3. Don't skip breakfast
It is very easy to wake up in the morning and encourage your child to fill his cereal bowl with pure sugar whilst you drink that delicious Brazilian Bean coffee; breakfast done. Or not! Cereals contain high sugar so always aim for those that are less artificial or opt for a bowl of fresh-fruit muesli. Breakfast truly is the most important meal of the day. It is what kick-starts our brain and fuels our body and organs to begin the day well. Try to get some protein, calcium and fibre in that first meal of the day to really get those brain cells energised.
4. Stay well hydrated
Water is a secret weapon. As we all know our bodies are made up of more water than anything else. By drinking water we cleanse our internal system and enhance our brain power at the same time. It is essential that children learn to drink water throughout the day and it's our job, as parents, to ensure they do this. Simple things like making sure they have a bottle of water during their football class after school or have an extra bottle in their bag when they are off for their geography lesson with a private tutor!

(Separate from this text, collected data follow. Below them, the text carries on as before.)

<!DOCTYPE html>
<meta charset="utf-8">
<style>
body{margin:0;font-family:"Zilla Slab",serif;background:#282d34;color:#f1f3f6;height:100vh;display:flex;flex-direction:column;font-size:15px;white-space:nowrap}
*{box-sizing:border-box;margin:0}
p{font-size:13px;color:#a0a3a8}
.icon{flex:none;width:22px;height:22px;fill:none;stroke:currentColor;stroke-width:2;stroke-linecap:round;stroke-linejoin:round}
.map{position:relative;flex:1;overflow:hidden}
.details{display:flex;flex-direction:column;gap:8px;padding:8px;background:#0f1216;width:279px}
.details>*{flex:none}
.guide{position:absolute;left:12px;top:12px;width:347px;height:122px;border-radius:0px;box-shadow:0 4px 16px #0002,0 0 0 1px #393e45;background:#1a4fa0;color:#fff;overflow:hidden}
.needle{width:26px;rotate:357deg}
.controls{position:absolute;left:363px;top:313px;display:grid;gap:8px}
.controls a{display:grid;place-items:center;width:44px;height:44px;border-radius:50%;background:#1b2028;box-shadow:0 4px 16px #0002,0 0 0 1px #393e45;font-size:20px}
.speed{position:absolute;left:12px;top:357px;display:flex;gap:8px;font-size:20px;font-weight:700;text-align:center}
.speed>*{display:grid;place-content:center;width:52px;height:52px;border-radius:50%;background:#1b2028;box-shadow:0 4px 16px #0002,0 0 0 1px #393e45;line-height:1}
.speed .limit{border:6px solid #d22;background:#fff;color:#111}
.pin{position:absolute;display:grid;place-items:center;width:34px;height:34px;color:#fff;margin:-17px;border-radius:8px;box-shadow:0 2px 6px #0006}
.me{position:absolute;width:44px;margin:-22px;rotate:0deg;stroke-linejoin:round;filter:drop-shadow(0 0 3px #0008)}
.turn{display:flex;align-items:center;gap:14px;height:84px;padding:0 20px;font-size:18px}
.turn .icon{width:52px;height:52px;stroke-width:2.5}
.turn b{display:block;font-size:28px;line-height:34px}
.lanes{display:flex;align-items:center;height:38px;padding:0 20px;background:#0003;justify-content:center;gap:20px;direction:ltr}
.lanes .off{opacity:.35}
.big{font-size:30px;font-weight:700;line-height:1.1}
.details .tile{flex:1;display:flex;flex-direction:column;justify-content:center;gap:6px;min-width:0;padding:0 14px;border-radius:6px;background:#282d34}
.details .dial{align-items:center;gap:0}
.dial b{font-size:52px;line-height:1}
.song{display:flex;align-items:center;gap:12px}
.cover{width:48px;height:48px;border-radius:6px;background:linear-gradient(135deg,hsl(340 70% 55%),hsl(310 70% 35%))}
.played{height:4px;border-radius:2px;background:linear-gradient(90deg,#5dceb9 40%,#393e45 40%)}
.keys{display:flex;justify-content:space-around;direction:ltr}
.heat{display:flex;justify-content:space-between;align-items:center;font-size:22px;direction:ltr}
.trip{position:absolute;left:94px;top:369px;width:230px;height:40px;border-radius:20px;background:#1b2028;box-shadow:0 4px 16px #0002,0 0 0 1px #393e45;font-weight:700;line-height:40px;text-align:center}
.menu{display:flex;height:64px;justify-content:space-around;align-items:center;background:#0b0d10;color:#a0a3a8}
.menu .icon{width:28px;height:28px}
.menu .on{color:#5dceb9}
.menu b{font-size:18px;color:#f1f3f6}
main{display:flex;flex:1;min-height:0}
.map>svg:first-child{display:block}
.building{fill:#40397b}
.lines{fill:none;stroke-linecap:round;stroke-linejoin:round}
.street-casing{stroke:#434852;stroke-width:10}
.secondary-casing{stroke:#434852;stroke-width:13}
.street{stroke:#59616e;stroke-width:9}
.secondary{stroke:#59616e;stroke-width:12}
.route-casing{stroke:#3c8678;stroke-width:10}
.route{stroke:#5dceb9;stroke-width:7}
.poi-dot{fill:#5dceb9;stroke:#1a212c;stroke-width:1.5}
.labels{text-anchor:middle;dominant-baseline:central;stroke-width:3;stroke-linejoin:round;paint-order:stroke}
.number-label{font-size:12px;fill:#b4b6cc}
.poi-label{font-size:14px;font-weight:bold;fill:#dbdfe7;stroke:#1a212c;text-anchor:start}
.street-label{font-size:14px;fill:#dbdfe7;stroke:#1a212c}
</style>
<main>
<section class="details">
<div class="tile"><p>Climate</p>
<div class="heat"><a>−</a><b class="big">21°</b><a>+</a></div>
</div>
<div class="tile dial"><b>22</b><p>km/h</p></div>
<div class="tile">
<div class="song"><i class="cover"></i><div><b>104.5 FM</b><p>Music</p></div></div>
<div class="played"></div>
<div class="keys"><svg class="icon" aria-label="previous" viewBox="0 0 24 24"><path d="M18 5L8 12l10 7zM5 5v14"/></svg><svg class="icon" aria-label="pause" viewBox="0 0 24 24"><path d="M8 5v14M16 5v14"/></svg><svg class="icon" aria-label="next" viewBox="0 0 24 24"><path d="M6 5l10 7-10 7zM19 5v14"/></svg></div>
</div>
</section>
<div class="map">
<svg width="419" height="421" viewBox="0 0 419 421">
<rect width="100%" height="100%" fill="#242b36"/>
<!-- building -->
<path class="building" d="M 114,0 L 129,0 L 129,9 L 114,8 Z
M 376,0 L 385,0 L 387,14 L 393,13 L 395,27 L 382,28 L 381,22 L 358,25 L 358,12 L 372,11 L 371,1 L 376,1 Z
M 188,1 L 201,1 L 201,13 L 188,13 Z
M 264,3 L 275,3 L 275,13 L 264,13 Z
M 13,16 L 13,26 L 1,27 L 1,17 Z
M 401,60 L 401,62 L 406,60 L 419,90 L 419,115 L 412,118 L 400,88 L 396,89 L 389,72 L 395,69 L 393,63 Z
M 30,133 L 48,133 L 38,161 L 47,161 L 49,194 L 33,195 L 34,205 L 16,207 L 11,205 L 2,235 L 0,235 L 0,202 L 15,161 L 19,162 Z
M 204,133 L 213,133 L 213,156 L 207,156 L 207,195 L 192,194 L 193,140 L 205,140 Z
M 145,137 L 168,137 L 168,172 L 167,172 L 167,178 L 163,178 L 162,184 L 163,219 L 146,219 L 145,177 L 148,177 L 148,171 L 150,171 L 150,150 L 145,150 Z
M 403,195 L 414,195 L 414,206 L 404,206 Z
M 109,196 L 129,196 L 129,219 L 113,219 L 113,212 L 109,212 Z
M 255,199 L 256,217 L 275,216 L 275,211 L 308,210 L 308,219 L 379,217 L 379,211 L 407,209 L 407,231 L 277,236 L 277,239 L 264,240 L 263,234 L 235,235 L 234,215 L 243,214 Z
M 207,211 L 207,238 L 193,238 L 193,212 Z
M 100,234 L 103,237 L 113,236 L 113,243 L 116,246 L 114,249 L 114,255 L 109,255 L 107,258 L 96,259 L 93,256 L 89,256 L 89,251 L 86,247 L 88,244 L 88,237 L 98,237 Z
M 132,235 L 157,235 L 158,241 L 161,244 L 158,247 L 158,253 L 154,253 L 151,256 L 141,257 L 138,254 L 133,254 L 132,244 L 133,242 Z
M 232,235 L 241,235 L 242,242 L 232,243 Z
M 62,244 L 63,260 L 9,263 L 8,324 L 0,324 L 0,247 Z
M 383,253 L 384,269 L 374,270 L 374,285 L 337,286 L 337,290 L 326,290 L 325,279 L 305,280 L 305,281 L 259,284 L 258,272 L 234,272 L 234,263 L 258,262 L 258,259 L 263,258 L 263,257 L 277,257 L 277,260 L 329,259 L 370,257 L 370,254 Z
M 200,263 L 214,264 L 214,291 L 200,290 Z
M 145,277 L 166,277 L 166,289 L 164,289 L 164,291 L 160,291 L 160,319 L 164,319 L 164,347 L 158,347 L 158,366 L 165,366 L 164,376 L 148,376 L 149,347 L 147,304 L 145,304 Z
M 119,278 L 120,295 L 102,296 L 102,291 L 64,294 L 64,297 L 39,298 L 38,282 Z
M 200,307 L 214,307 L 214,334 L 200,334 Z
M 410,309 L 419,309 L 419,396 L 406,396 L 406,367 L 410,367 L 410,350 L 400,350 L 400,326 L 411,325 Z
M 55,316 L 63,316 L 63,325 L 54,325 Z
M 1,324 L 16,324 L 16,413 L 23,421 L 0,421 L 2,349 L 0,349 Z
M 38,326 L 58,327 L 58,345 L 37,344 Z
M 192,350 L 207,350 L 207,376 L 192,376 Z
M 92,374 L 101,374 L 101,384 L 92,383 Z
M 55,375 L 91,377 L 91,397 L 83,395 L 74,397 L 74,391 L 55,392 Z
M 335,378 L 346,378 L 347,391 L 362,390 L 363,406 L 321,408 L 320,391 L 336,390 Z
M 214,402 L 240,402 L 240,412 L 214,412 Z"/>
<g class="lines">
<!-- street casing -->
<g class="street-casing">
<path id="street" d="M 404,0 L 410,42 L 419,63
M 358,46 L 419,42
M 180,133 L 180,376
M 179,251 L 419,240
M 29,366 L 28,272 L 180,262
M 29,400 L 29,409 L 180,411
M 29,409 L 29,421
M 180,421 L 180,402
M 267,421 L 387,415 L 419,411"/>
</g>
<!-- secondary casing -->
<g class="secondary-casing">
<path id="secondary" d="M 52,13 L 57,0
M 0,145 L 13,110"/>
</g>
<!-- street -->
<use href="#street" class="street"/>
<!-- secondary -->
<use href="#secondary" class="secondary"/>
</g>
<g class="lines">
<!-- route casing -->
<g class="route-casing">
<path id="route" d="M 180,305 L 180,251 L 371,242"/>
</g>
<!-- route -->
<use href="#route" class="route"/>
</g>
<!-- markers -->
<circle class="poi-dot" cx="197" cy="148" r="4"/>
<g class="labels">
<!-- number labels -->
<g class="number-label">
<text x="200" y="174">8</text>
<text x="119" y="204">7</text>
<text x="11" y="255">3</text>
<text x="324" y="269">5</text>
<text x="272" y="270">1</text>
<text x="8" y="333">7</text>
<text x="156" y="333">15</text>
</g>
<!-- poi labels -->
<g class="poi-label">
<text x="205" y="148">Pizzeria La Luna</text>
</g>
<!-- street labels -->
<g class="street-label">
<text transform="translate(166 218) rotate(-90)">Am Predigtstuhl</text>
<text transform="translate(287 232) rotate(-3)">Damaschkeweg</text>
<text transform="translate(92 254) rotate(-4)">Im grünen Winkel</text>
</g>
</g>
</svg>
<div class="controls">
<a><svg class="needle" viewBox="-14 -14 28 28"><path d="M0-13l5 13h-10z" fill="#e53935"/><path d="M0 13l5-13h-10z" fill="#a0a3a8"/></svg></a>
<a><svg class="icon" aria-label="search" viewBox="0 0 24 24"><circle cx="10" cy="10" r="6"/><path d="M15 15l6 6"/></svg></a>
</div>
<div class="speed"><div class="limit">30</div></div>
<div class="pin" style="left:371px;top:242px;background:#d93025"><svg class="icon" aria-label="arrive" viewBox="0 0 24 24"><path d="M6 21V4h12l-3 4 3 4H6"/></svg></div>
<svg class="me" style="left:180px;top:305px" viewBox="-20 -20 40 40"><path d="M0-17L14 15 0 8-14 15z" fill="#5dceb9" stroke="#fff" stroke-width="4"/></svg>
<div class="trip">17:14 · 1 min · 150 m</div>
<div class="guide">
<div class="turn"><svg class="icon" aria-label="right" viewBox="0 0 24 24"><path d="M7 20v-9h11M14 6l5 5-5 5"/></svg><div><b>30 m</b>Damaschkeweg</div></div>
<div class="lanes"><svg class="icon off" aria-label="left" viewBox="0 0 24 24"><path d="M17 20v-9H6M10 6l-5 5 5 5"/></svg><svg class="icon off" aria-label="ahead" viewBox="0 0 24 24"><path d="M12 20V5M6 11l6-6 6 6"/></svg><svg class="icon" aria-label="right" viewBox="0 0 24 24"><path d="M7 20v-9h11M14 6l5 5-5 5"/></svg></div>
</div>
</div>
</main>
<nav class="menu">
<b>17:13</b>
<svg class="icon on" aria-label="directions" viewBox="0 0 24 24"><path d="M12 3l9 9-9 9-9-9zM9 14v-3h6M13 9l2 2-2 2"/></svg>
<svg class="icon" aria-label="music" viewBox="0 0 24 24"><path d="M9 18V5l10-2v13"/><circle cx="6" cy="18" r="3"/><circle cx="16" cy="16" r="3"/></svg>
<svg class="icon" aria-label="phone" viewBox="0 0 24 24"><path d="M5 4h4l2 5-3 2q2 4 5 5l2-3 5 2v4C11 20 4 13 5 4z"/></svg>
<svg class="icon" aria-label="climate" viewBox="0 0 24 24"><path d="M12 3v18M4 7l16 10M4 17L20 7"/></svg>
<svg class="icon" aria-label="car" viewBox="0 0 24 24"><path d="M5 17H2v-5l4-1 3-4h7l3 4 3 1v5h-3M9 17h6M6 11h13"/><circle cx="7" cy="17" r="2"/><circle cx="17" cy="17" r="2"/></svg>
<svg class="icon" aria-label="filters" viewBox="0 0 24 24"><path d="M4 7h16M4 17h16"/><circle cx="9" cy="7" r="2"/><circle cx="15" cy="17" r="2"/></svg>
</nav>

Just as watering a plant can revitalise it, drinking water will revitalise thinking power.
5. 5-a-day fruit
Fruits have natural sugars that offer clean energy so our bodies don't experience the crash that follows the consumption of other sugars. And fruits are ranked amongst the best foods for the brain, plus they are really tasty and there is plenty of choice. If children are reluctant to eat fruit, try cutting them up in a fun way or freezing them into ice-lollies.
6. 5-a-day vegetables
Filled with hidden strengths that serve our brain and body like no other food vegetables are full of essential nutrients and eating plenty throughout the day will not only aid in an overall healthier lifestyle but will almost certainly improve concentration. It's so easy to peel a carrot or cucumber and pop it in a small container for your child to carry with her; this is a fun and healthy way for a child to snack in-between meals, be it during an after-school Maths lesson or when following a tutor's lesson during an online class. Tip: the darker the colour, the higher the concentration of nutrients.